The fact that the number of students in higher education has increased significantly over the last twenty-year period should not surprise anyone. That costs have also increased should not be a surprise either despite the fact that (too little) funding accompanies the student into the system. So should we be surprised when universities cannot balance the equation?
Together, employers and unions, should work to have what is termed the productivity deduction dropped for higher education. In brief: the annual government percentage increase based on salary and price adjustments is reduced by an annual productivity deduction. Financial elbow room is assumed to occur when the productivity and efficiency of government operations increases so the percentage increase for higher education universities is reduced to reflect this improved productivity. However – the country’s academic staff are already researching and teaching as much and as fast they can. There there are no gains to be made here.
The productivity deduction from the price and salary increment has, between 1994-1995 and 2011, eroded resources allocated to higher education by SEK 7-15 billion. In plain language this means that the money per student that universities receive is too little and is supposed to finance too much. Students receive fewer hours of contact time with teachers. Groups are larger. Teachers’ workload increases. Whether the difference is seven or fifteen billion, the expansion of higher education has not been fully funded, and this has implications for quality whether it is spelled more contact time with teachers or decent working conditions. SULF is working to achieve both.
When direct grants are reduced too much, professors’ contractually-guaranteed research time decreases. When direct grant are reduced too much, contact time between teacher and student is decreased. When direct grants are reduced too much and must cover too much, teachers are not even fully compensated for their time in group exercises and seminars, especially related to what is known as repetitive elements. The solution is often that teachers, squeezed between teaching hour allocation and decency, take time from their research.

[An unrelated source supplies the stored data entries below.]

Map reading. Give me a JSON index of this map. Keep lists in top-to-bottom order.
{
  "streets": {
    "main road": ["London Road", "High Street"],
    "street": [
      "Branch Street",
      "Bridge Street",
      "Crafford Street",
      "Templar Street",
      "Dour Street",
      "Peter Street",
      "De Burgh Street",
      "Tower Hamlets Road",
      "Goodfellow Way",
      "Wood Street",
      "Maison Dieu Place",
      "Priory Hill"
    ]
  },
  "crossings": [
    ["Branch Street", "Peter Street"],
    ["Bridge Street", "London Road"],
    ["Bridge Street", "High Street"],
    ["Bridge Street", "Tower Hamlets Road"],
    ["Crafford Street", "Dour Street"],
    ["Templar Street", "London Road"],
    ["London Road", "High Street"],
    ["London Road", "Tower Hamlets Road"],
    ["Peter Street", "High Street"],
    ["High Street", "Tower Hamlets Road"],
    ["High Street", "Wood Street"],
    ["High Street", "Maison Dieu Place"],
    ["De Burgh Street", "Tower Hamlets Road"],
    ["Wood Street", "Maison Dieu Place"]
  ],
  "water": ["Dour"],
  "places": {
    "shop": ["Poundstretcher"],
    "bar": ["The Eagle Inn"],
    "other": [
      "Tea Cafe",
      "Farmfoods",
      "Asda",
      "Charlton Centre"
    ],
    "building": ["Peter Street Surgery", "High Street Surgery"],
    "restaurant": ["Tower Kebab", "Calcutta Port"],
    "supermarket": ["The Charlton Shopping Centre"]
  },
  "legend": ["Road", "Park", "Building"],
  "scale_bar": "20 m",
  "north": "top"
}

Quality in Swedish universities is spelled more contact time and teaching time per week and per student, smaller classes, more time for teacher preparation and evaluation, time for teachers to research and teach in paid working hours and salary developments that contribute to the retention and recruitment of qualified teachers and researchers. With a little imagination and great strength of character there should be a joint effort made by all the universities to increase revenue to higher education – not to unilaterally cut costs that are already insufficient.
As unions, we can never let our members’ working conditions be totally dependent on short-term fluctuations in student volumes and resultant budget. Our ambition level is higher than that. Resources for education and teaching must be increased, and the proportion of direct government funding for research too. We cannot do research or teach more or faster than we do today. Scrapping the productivity allowance would be a first, decent step.